¿Por qué no
podemos mantenernos en una bien equilibrada serenidad mental? ¿Por qué hemos de
estar sujetos a grandes períodos de depresión? Ello se debe a que, a pesar de
que nos hallemos perfectamente penetrados de nuestro propio ideal de vida,
influye también sobre nosotros, en mayor o menor grado, la perturbación mental
que reina en todas partes. ¿Somos considerados y benévolos con todos los
animales de la creación? Pues a pesar de todo, alguna vez seremos testigos de
la muerte de los pájaros que hacen su nido en el bosque, causada por un aleve
cazador, y nosotros no podremos evitarlo. Vivimos en medio de escenas de
crueldad y de muerte. Los animales que se crían bajo el cuidado del hombre, se
engendran en condiciones artificiales y, naturalmente, crecen en un medio
insano, nada propio para el desarrollo de facultades que harían su vida más
alegre y provechosa. Cuando queda abandonada a sí misma la naturaleza hace
mucho más y mejor por la vida de los animales, pues los animales tienen también
sus derechos individuales, del mismo modo que el hombre. Cuando imponemos a un
animal cualquiera nuestro deseo, le causamos un daño, y por esto todos los
animales de raza inferior que viven en lo que llamamos estado de domesticidad
crecen enfermizos y acaban por degenerar, y como cualquier enfermedad, lo mismo
mental que física, significa infelicidad, esta infelicidad que nos rodea nos
afecta también a nosotros directa o indirectamente. Cuanto más perfecto es
nuestro organismo físico y más abierto está a una vida espiritual muy elevada,
más fácilmente lo puede perjudicar la influencia de los males que nos rodean.
No es por ahora posible avanzar en la vida sin sufrir grandes dolores físicos y
mentales. Nuestras casas, nuestros grandes establecimientos, se llenan en invierno
de los nocivos vapores que producen los materiales de combustión, así como
también de las emanaciones de los cuerpos humanos que se juntan en ellos. Así
sucede que dormimos tal vez en cuartos donde ese calor insano es absorbido por
nuestro cuerpo mientras nos entregamos al descanso; respiramos aquellos
elementos nocivos en el inconsciente estado de recuperación de nuestras
fuerzas, y a despertarnos nos hallamos con que todos aquellos elementos se han
incorporado ya a nuestro ser. Estamos expuestos a ingerir los más nocivos
elementos aún sentándonos a la mesa del mejor y más limpio de los hoteles. En
todas partes se nos ofrecen a los ojos escenas de crueldad o de injusticia que
nos hacen sufrir, porque tal es el pensamiento activo predominante allí donde
se reúnen las multitudes humanas, y, naturalmente, ese pensamiento influye en
un modo más o menos doloroso sobre el nuestro.
Cada una de las
cosas materiales que nos rodean encierra, y aun quizá sería mejor decir que es
la encarnación de un pensamiento o acción mental, dependiendo la acción externa
de las cosas materiales de la mayor o menor pureza de su mentalidad interna.
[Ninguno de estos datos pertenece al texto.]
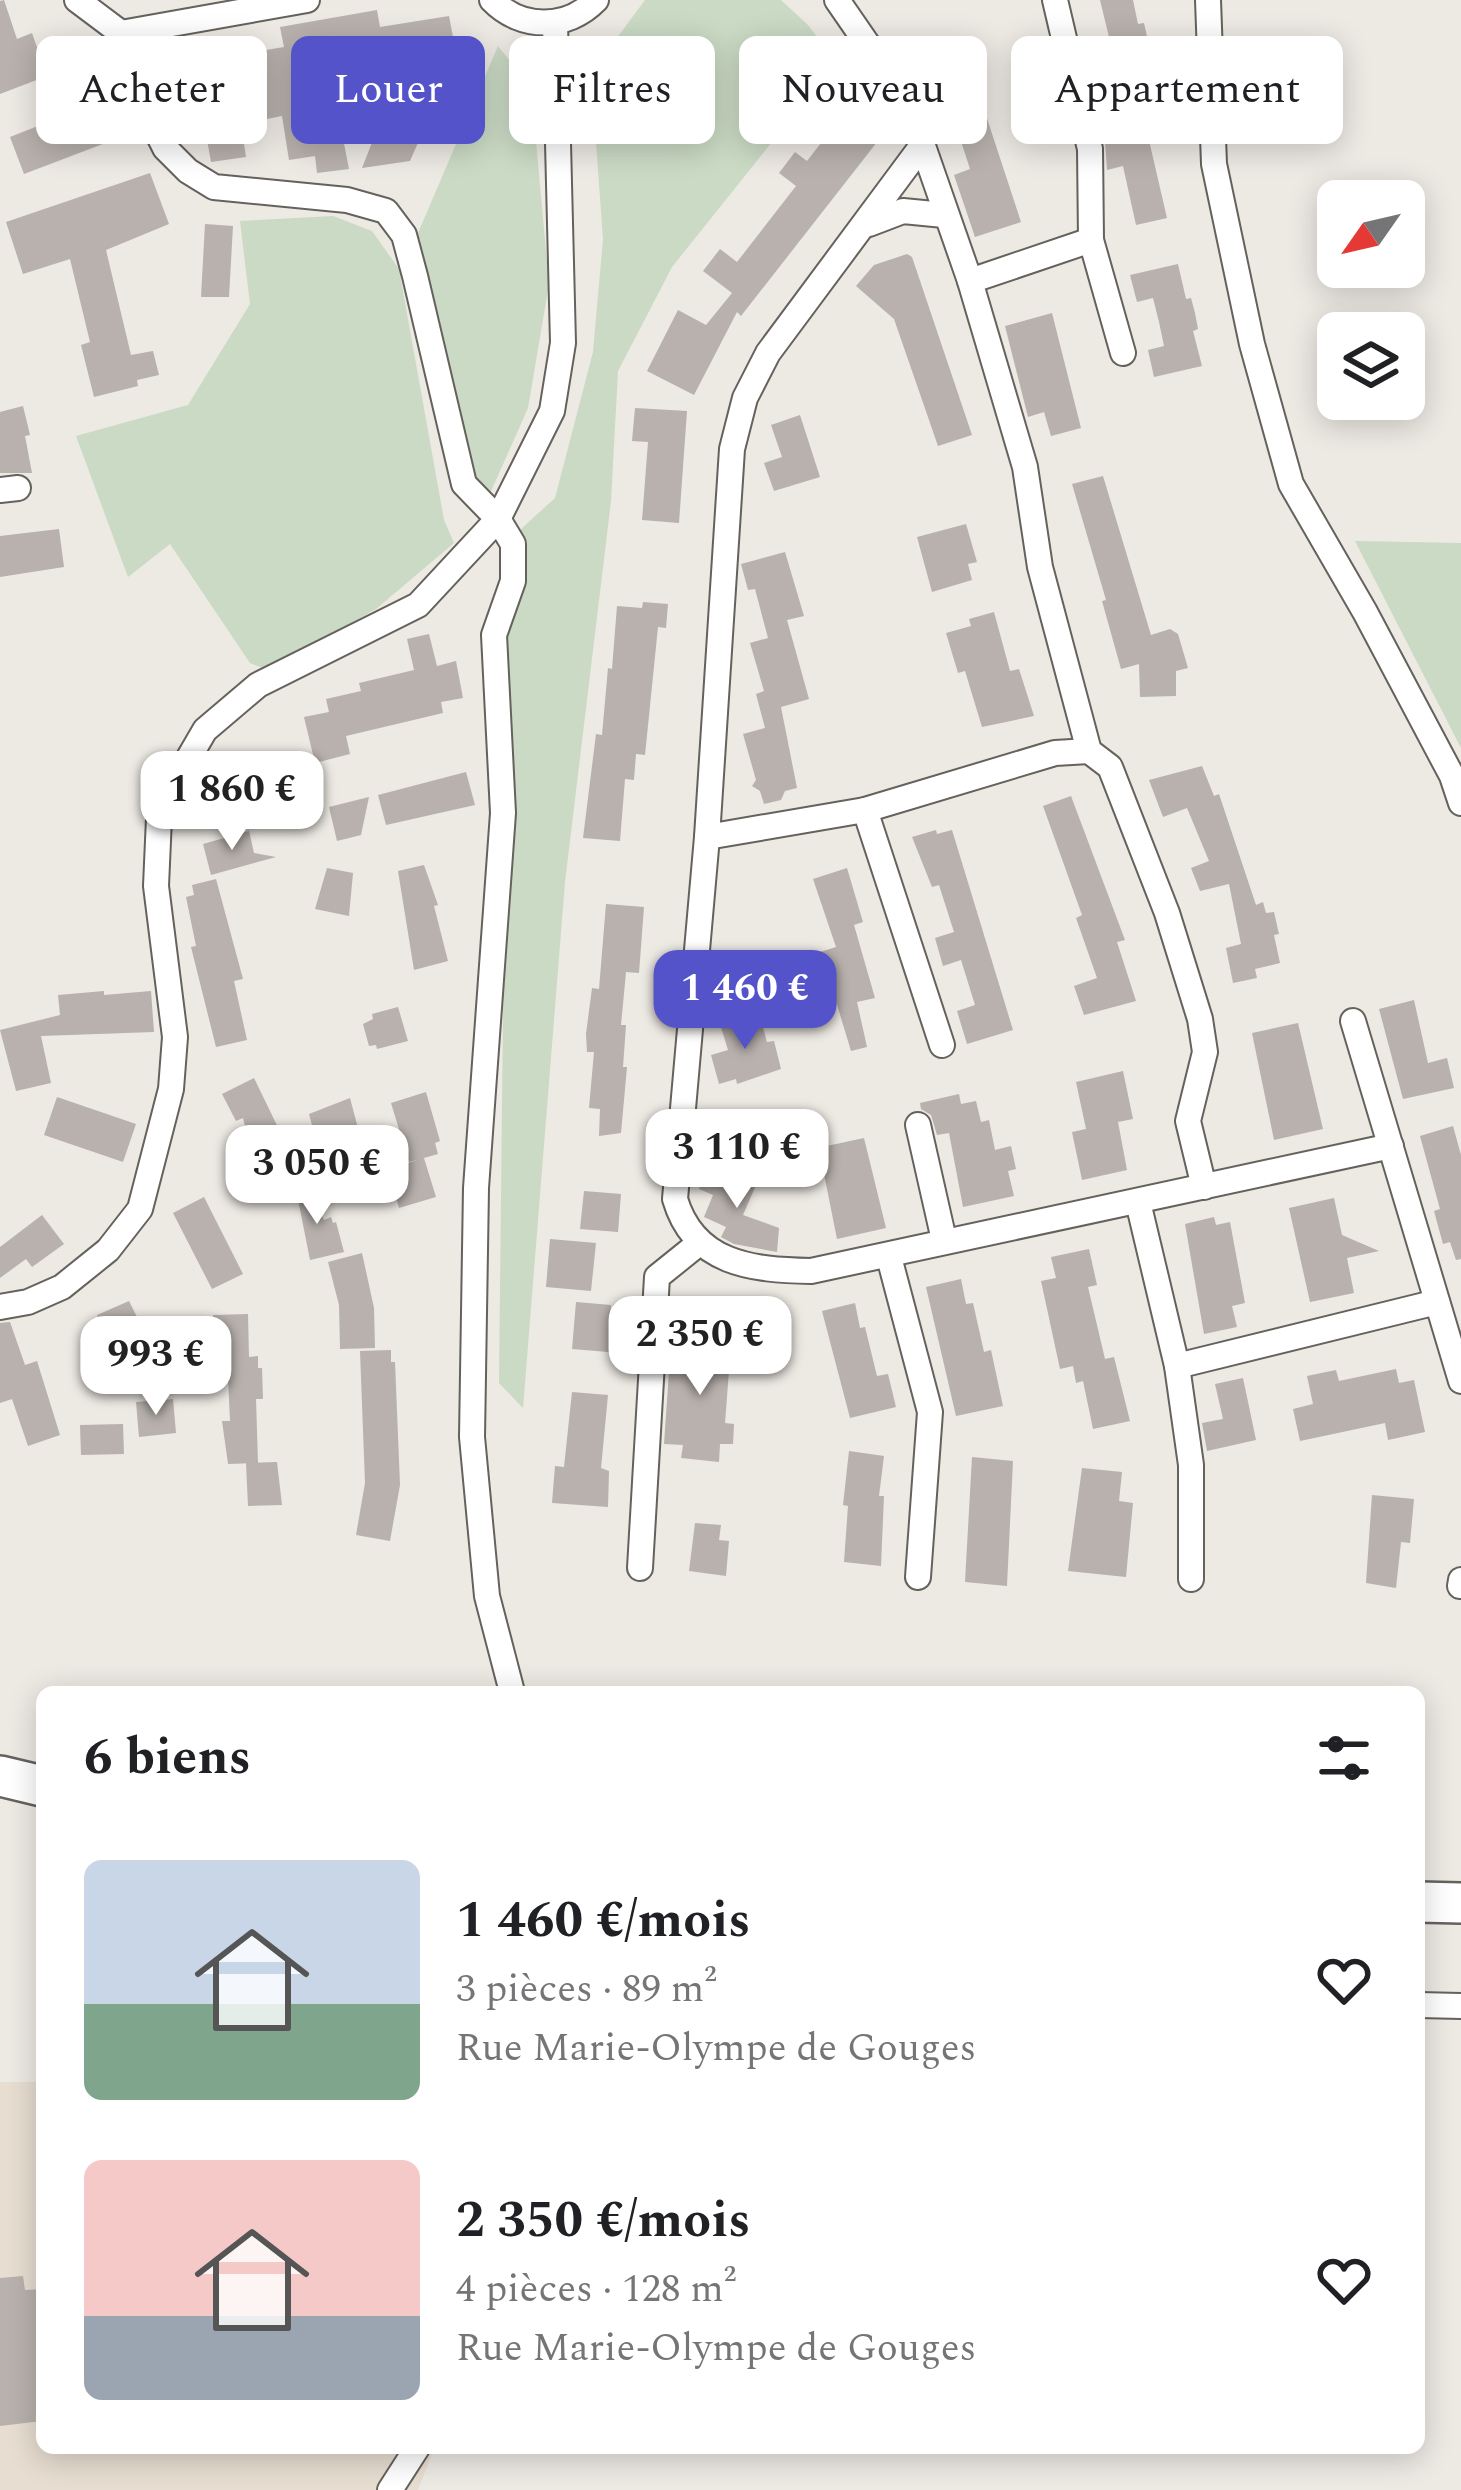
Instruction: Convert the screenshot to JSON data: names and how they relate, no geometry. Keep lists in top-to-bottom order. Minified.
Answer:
{"north":"bottom left","page":{"chip":["Acheter","Louer","Filtres","Nouveau","Appartement"],"price":["1 860 €","1 460 €","3 110 €","3 050 €","2 350 €","993 €"],"heading":"6 biens","list":[{"name":"1 460 €/mois","note":"3 pièces · 89 m² · Rue Marie-Olympe de Gouges"},{"name":"2 350 €/mois","note":"4 pièces · 128 m² · Rue Marie-Olympe de Gouges"}]}}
Comer
una fruta desabrida o fuera de sazón puede producir en nosotros un estado de
profunda melancolía. En cambio, si comemos fruta fresca y bien madura nos hará
un gran bien, fortaleciendo nuestra propia vida. La decadencia no es más que la
desorganización de la materia; hemos de alimentarnos con organizaciones
perfectas, nunca con las que no han llegado a sazón o están descomponiéndose. A
ser posible, ingeriremos siempre los alimentos en el instante preciso en que
hayan llegado a la plenitud, pues entonces recibiremos nosotros esta vida suya.
Por ignorancia,
por inconsciencia, y también muchas veces por necesidad, violamos gran número
de leyes de la salud física y mental. Venimos ya al mundo ayudados por medios
artificiales, y del mismo modo crecemos, contribuyendo al desarrollo de nuestro
cuerpo impropios y artificiales alimentos, Sin contar que llevamos además en
las venas la sangre producto de los medios artificiales en que han vivido
muchas generaciones.
Esta vida
artificial ha de producir dolor en alguno de sus aspectos. Los estimulantes
alcohólicos producen un momentáneo levantamiento de las fuerzas vitales. Pero
detrás de él viene en seguida un más largo período de depresión. Más los males
que causa el alcohol son realmente pequeños si se comparan con los que produce
la propia humanidad en la acción cotidiana que desarrolla en torno de nosotros.
Alguien dirá:
“Está bien que no podamos alcanzar esa serenidad mental bien equilibrada en
medio de las multitudes: pero, ¿por qué no hemos de lograrla en una soledad y
apartamiento bien calculados?” Recuerde el que así diga que algún día estuvo
enfermo tal vez físicamente, y por tanto mentalmente también, y nunca esperó
curar de su dolencia de un modo instantáneo ni rápido siquiera. Ciertos hábitos
mentales no pueden ser corregidos sino gradualmente y muy poco a poco, y lo
mismo sucede con ciertas costumbres corporales, que son consecuencia de hábitos
de la mente, y que influyen sobre los más pequeños actos de la vida cotidiana.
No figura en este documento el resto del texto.